SXM2 over PCIe

Notice: Page may contain affiliate links for which we may earn a small commission through services like Amazon Affiliates or Skimlinks.

gsrcrxsi

Active Member
Dec 12, 2018
367
121
43
What are the odds of getting a similar setup working with this guy? Would love some guidance on what to look for in these enterprise SXM2 standalone boards. Sounds like straight to CPU PCIe x16 with occulink adapter card(s)/cables and the SXM2 GPU? How do I make sure it's not tied to the OEM like OP mentioned?

Thanks to anyone that can help me out and for making this thread in general!

Dell HRGXG
From what I’ve read previously, these boards will only work with the accompanying Dell system. Hardware locked in some way.

someone please correct me if I’m wrong. I’d love to be wrong.
 

bayleyw

Active Member
Jan 8, 2014
332
108
43
The Dell boards are Dell locked. Also, they are rather expensive, so you might as well just put the $400 bucks down on a C4130 and have an officially supported system.
Once you put down $999 for the baseboard, $800 for the GPUs, and $700 for the waterblocks you're getting pretty close to a 4x PCIe V100 system. The original projects in this post come from when there were a bunch of AOM-SXMV available from China for about $200.
 

Leiko

New Member
Aug 15, 2021
14
0
1
The Dell boards are Dell locked. Also, they are rather expensive, so you might as well just put the $400 bucks down on a C4130 and have an officially supported system.
Once you put down $999 for the baseboard, $800 for the GPUs, and $700 for the waterblocks you're getting pretty close to a 4x PCIe V100 system. The original projects in this post come from when there were a bunch of AOM-SXMV available from China for about $200.
it's still a thing isn't it ?
 

gsrcrxsi

Active Member
Dec 12, 2018
367
121
43
Right now I have no case. It’s just sitting on a box.

but I did buy two custom enclosures from China. Made specifically for this board. Comes with fans and a 1400W PSU.
 

d450d112

New Member
Jun 30, 2024
6
0
1
Right now I have no case. It’s just sitting on a box.

but I did buy two custom enclosures from China. Made specifically for this board. Comes with fans and a 1400W PSU.
Nice! I would love to see pictures once you complete it.
 

gsrcrxsi

Active Member
Dec 12, 2018
367
121
43
browsing XianYu again last night. I came across some 8x SXM2 boards. the listing didnt say what they were from or really any information about them. they had green PCB, 4x pcie x16 slots (grouped together on front/left side), 8x SXM2 spots, and 8x slimSAS-8i or similar connectors which I assume are the main PCie outputs from the board. with lots of 8-pin power on the back edge of the board. and 4x black heatsinks over the 4x PEX9797 bridges.
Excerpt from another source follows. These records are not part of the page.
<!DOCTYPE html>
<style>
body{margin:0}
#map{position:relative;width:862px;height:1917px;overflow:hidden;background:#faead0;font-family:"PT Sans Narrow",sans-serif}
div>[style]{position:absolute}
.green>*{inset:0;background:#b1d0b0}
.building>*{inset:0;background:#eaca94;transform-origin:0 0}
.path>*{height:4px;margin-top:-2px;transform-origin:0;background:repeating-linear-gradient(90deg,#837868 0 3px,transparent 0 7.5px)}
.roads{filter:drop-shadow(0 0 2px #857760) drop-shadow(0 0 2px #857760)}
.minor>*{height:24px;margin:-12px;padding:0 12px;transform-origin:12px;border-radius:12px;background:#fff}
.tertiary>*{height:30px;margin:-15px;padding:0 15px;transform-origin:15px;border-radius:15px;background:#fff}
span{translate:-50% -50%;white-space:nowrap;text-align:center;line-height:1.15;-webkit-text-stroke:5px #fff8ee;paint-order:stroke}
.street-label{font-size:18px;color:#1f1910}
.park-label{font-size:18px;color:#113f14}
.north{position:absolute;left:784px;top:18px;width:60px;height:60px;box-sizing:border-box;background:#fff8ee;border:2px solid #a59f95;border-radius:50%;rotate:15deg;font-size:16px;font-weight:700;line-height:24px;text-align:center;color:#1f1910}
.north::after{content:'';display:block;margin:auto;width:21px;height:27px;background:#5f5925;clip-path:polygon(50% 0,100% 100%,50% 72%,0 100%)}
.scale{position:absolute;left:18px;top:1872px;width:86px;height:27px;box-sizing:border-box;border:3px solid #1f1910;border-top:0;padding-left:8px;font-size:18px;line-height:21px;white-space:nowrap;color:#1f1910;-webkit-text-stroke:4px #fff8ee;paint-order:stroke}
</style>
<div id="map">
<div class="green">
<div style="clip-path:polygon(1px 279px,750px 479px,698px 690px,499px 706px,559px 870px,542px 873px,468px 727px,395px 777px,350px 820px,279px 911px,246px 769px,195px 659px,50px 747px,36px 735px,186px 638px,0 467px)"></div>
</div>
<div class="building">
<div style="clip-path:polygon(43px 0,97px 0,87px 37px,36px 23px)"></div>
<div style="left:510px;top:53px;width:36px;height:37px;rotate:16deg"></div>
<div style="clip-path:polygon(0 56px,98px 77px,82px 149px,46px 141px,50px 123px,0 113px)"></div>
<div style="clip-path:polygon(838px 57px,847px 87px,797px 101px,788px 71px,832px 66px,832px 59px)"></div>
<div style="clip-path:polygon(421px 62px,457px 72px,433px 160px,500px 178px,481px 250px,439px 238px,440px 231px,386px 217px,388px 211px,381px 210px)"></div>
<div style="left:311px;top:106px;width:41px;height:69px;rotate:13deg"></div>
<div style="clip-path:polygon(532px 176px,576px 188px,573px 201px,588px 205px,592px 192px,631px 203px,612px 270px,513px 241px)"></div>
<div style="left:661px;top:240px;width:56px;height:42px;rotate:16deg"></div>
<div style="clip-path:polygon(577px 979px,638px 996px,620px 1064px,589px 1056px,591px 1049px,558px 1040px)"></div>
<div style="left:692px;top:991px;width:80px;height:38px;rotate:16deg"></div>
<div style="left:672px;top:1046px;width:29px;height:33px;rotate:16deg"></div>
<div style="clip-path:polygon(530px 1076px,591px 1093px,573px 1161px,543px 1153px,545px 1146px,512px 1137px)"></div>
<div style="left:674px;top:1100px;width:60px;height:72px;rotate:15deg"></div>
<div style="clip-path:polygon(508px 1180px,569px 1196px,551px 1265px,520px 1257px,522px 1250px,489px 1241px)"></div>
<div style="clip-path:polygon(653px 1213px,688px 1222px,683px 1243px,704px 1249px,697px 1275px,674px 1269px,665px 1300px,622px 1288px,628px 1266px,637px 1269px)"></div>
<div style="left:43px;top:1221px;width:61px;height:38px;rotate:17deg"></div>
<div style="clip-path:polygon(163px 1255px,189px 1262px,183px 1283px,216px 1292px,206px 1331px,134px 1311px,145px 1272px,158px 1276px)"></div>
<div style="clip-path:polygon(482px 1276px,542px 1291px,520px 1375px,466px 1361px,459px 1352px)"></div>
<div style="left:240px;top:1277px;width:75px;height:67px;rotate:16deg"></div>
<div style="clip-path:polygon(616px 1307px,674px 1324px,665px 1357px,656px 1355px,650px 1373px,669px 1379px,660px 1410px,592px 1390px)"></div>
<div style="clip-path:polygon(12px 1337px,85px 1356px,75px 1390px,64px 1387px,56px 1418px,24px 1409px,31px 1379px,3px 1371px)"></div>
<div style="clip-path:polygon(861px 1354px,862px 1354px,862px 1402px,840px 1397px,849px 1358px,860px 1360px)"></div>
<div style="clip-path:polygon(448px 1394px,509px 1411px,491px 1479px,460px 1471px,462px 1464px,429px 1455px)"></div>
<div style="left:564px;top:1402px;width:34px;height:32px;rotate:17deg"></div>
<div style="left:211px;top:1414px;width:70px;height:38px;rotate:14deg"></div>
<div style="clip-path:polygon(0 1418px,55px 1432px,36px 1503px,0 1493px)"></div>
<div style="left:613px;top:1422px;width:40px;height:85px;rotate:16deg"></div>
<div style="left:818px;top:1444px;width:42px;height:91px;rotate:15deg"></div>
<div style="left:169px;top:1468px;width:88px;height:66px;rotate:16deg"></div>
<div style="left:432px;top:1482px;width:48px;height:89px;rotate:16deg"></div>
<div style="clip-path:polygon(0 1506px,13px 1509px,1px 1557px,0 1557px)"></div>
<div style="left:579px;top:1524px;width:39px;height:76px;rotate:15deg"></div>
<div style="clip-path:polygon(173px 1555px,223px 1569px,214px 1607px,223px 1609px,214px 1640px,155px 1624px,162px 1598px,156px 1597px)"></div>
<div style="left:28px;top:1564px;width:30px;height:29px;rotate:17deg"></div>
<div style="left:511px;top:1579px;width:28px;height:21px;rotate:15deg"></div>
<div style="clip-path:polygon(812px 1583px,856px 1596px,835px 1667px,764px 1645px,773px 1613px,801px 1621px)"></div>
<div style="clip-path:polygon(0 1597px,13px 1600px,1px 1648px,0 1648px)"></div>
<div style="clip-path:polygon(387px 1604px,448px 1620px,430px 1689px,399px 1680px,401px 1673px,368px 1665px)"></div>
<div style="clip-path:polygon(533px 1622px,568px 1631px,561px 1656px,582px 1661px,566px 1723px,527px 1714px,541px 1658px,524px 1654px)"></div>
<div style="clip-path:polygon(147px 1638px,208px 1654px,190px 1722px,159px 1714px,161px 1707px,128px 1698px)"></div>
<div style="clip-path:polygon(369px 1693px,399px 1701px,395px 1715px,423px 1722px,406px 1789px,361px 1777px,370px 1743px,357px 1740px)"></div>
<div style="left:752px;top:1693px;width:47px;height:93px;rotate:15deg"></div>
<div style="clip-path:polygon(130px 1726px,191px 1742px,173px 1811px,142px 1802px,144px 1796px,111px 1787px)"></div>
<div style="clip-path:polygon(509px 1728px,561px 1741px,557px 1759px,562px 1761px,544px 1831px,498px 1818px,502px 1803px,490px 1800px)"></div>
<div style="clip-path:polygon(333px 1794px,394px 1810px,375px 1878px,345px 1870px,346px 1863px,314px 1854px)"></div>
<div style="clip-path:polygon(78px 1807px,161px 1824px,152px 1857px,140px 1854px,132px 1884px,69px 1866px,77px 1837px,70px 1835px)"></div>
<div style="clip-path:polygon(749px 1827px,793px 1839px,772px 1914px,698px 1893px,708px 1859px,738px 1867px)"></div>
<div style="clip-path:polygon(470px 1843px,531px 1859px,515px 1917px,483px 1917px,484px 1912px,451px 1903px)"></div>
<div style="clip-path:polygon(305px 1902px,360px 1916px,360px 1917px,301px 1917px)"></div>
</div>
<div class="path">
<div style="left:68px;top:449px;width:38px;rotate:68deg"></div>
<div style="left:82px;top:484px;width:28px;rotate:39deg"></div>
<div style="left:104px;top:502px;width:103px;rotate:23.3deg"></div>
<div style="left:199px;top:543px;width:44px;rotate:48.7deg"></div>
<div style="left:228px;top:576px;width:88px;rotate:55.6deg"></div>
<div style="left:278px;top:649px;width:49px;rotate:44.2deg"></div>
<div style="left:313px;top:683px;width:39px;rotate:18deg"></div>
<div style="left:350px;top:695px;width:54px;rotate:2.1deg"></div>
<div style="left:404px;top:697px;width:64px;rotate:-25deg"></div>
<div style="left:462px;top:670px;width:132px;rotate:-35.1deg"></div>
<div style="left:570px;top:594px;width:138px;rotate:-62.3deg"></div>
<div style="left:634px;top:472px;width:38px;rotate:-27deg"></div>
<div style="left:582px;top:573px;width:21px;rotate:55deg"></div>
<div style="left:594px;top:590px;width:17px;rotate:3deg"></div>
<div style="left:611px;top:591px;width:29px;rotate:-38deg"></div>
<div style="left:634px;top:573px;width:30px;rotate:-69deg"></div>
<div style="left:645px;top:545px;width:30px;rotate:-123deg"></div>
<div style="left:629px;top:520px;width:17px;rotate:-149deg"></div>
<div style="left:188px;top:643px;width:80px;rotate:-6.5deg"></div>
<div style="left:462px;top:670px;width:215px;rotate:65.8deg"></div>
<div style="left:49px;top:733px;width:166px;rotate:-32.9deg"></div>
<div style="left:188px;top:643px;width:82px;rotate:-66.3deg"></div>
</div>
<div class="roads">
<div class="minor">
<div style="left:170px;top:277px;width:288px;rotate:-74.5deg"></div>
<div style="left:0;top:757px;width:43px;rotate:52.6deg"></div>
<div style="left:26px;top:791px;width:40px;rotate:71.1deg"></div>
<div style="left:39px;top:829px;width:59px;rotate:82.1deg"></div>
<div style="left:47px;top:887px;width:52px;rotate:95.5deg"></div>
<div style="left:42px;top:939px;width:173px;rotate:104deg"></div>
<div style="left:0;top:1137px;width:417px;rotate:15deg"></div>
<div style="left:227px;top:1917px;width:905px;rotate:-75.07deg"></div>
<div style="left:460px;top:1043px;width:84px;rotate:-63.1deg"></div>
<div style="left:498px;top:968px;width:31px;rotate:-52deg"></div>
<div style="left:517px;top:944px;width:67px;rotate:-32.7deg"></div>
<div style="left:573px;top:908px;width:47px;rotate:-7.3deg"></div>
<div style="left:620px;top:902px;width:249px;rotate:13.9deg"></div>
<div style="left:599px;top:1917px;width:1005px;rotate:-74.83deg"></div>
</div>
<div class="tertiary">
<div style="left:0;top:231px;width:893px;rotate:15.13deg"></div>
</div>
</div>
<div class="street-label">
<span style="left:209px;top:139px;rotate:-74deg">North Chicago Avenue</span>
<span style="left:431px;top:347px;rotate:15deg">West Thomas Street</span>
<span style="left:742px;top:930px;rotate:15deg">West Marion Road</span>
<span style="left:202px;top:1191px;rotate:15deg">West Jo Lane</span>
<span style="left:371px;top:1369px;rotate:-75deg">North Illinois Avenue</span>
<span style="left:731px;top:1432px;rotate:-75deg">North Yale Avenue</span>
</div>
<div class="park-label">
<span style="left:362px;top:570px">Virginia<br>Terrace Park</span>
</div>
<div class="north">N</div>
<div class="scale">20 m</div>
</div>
some quick googling looks like these are almost identical the Microsoft HGX-1 platform circa 2018-ish? there's a STH article about that looks identical : https://www.servethehome.com/microsoft-hgx-1-at-the-ai-hardware-summit/

anyone know if these GPU boards are essentially unlocked and could be used on a normal computer like the AOM-SXMV can with the appropriate PCIe adapter cables? the seller I messaged did not reply.
 
Last edited:

d450d112

New Member
Jun 30, 2024
6
0
1
I have just completed the setup of my server, yet it is failing to detect the GPUs.
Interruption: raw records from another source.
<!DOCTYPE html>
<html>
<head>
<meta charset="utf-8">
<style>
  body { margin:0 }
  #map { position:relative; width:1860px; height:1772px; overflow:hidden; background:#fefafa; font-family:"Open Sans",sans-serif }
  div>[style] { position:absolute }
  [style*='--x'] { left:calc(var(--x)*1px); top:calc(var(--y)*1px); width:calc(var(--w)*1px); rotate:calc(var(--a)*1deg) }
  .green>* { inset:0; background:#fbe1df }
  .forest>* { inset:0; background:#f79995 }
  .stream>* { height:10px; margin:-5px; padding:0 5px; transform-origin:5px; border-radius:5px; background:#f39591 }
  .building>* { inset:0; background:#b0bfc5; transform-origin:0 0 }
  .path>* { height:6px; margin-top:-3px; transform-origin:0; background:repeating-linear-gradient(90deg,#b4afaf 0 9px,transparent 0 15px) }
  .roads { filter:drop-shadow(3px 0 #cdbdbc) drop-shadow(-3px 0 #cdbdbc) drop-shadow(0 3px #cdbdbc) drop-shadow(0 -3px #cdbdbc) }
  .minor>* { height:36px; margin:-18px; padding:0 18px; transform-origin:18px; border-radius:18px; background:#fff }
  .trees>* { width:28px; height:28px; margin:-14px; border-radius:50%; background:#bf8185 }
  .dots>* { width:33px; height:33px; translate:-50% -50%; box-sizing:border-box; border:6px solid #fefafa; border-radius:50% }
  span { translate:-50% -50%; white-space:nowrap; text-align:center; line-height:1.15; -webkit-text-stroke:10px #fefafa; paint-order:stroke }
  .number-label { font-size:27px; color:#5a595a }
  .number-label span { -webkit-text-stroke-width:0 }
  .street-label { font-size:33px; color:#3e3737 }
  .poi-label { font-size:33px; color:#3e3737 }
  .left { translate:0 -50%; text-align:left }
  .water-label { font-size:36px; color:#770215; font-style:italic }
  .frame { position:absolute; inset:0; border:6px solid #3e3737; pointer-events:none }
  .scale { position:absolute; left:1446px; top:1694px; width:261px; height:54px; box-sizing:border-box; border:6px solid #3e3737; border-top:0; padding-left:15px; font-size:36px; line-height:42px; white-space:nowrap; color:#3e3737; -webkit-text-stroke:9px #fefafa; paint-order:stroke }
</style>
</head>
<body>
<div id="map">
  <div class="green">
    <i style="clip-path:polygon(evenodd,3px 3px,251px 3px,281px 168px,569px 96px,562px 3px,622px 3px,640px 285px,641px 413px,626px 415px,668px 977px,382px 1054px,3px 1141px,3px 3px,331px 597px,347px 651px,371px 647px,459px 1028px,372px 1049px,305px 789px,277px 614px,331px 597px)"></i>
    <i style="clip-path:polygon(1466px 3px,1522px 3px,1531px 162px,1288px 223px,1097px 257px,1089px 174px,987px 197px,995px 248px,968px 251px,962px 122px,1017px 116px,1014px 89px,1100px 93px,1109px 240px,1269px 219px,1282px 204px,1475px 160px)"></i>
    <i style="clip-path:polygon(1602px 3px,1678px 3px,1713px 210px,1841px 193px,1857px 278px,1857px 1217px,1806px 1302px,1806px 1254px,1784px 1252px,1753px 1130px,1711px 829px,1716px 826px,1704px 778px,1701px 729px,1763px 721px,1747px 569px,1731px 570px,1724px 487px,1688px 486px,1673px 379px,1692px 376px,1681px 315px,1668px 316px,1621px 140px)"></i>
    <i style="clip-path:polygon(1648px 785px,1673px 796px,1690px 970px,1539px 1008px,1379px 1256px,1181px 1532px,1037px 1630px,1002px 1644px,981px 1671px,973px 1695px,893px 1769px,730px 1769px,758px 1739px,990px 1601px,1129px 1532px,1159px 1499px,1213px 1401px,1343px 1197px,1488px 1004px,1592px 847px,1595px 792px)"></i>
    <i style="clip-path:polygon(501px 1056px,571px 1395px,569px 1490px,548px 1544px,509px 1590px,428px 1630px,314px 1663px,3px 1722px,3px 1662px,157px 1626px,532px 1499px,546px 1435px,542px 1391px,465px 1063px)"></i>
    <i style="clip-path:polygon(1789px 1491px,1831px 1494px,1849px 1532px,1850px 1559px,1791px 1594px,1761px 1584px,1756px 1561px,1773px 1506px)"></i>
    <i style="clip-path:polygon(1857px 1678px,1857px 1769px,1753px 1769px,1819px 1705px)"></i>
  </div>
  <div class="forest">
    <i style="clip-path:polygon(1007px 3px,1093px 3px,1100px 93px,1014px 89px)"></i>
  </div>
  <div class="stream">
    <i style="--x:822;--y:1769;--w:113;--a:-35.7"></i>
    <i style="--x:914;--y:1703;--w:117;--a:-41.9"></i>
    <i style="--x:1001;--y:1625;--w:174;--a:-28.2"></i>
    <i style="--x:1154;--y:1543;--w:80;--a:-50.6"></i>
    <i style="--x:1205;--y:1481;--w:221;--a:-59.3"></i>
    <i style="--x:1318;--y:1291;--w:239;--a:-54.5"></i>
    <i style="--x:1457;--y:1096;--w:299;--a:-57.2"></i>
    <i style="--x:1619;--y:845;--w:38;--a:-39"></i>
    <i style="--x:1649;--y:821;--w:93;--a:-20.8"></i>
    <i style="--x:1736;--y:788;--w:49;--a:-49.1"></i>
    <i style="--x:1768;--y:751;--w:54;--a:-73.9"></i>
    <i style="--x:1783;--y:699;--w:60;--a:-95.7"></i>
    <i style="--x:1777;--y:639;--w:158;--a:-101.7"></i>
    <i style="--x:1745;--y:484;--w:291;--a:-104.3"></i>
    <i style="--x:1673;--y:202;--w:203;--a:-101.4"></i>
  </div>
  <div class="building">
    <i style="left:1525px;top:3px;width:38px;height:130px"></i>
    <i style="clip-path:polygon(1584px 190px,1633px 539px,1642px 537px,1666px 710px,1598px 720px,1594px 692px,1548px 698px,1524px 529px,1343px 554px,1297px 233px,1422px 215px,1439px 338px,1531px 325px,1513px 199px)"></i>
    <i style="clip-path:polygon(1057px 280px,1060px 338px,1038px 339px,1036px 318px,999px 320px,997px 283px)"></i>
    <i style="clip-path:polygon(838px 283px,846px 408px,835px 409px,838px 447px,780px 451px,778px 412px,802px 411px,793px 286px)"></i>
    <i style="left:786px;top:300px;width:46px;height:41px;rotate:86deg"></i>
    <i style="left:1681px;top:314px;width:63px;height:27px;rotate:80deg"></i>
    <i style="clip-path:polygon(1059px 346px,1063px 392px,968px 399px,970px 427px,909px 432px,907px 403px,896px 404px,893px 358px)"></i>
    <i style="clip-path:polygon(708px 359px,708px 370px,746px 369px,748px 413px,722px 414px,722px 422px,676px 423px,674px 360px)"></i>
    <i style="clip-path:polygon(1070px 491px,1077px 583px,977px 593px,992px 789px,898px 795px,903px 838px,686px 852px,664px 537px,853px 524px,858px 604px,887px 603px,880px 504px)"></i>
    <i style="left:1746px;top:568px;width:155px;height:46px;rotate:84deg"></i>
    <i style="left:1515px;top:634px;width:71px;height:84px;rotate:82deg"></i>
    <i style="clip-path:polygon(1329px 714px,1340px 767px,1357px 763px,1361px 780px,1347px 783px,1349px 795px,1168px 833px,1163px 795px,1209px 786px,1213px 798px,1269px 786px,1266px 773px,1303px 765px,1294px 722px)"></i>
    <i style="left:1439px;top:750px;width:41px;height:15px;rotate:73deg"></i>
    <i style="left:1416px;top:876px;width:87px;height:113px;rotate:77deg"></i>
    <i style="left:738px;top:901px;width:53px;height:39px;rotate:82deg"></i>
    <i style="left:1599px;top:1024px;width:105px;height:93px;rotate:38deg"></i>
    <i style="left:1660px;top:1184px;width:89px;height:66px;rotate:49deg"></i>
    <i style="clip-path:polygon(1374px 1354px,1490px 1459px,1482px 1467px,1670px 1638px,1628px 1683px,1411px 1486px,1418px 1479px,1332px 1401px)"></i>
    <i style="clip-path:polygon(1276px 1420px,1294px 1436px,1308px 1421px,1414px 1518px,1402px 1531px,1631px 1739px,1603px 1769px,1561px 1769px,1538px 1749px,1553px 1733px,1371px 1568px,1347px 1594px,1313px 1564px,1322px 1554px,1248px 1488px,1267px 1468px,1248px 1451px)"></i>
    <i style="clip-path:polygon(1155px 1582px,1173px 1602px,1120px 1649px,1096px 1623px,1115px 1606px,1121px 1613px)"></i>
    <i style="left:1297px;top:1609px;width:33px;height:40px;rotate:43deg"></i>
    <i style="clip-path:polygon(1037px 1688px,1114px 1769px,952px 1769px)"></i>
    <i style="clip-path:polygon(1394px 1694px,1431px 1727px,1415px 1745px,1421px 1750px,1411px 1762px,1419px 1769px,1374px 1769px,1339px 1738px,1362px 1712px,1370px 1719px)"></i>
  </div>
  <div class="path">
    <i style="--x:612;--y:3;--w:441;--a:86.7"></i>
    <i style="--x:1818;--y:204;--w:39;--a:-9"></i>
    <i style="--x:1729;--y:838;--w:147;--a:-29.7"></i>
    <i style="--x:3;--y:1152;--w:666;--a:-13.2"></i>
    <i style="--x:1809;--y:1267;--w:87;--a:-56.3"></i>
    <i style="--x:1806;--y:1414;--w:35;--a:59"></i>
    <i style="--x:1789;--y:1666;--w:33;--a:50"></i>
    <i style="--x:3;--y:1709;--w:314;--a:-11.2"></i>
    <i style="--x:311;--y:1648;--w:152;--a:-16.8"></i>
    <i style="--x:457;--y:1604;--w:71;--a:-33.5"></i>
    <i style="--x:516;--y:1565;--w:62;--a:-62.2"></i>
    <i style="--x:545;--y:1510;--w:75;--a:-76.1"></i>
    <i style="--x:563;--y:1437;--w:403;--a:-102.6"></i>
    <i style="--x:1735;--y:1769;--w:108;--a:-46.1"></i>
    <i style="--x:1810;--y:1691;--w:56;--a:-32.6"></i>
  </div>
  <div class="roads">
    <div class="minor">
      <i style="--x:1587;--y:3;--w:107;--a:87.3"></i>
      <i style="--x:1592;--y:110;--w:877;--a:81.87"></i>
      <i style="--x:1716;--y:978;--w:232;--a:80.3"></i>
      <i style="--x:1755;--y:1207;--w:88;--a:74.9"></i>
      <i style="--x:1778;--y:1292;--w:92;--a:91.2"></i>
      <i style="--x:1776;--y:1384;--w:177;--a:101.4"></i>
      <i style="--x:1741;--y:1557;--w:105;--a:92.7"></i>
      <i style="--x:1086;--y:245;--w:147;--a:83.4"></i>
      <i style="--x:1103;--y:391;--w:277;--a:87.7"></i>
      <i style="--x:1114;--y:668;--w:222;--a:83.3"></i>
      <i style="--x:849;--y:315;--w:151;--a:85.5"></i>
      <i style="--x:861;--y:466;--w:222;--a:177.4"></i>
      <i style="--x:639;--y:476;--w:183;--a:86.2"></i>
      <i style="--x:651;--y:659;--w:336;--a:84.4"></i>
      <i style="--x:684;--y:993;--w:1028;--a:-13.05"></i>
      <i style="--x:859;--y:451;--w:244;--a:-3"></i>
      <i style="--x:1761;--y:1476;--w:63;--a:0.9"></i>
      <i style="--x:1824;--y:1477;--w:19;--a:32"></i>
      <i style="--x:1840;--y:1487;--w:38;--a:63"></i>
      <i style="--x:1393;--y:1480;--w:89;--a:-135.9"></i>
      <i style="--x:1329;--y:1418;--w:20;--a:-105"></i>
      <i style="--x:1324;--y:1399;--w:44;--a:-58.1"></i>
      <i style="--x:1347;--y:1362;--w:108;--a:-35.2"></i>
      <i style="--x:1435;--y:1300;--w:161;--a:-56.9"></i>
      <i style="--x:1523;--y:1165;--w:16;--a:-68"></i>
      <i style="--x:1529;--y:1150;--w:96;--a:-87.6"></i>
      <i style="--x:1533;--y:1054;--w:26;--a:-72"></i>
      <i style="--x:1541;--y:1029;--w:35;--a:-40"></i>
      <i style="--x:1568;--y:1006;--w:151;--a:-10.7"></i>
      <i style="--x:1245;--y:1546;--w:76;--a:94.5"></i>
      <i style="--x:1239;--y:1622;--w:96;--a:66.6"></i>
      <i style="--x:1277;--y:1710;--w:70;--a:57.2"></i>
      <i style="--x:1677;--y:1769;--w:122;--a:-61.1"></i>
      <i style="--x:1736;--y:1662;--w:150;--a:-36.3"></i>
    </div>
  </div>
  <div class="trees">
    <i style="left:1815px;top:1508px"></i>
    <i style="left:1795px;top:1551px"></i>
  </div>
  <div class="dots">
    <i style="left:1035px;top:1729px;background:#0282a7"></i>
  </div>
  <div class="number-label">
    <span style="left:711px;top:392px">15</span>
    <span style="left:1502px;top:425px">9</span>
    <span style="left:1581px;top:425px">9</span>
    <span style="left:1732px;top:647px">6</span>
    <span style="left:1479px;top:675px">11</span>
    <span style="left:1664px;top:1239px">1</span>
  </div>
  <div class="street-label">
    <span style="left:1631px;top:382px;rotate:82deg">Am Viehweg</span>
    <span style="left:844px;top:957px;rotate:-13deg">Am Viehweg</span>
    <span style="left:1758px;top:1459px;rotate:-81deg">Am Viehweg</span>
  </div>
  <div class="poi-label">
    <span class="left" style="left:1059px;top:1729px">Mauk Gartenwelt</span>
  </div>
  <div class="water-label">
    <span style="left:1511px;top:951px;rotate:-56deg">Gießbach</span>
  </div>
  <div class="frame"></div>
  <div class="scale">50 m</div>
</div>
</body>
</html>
When both PCIe connections are connected, only LEDs 2 and 6 display a solid yellow light. But, when a single PCIe connection is used, all 8 LEDs turn solid yellow. Also, the heatsinks near the blue power connectors are warm to the touch but the GPUs does not change temp while powered on.

Any ideas on how to get this beast of a machine working?


EDIT: The GPUs werent screwed in all of the way. Those youtube videos about using the right screwdriver scared me :p
 
Last edited:

gsrcrxsi

Active Member
Dec 12, 2018
367
121
43
I have just completed the setup of my server, yet it is failing to detect the GPUs.

When both PCIe connections are connected, only LEDs 2 and 6 display a solid yellow light. But, when a single PCIe connection is used, all 8 LEDs turn solid yellow. Also, the heatsinks near the blue power connectors are warm to the touch but the GPUs does not change temp while powered on.

Any ideas on how to get this beast of a machine working?


EDIT: The GPUs werent screwed in all of the way. Those youtube videos about using the right screwdriver scared me :p
yeah you don’t need any crazy screwdriver IMO. Both setups I put together I just used a regular screw driver and slowly tightened all screws in order over several passes. Final tightness was just two finger tight. Once it gets snug on all 8 screws you’re pretty much golden.

so I guess you got the cables you were waiting for?
did you end up putting it in a case?
 

d450d112

New Member
Jun 30, 2024
6
0
1
These SXM2's can be nerve-wracking in the beginning.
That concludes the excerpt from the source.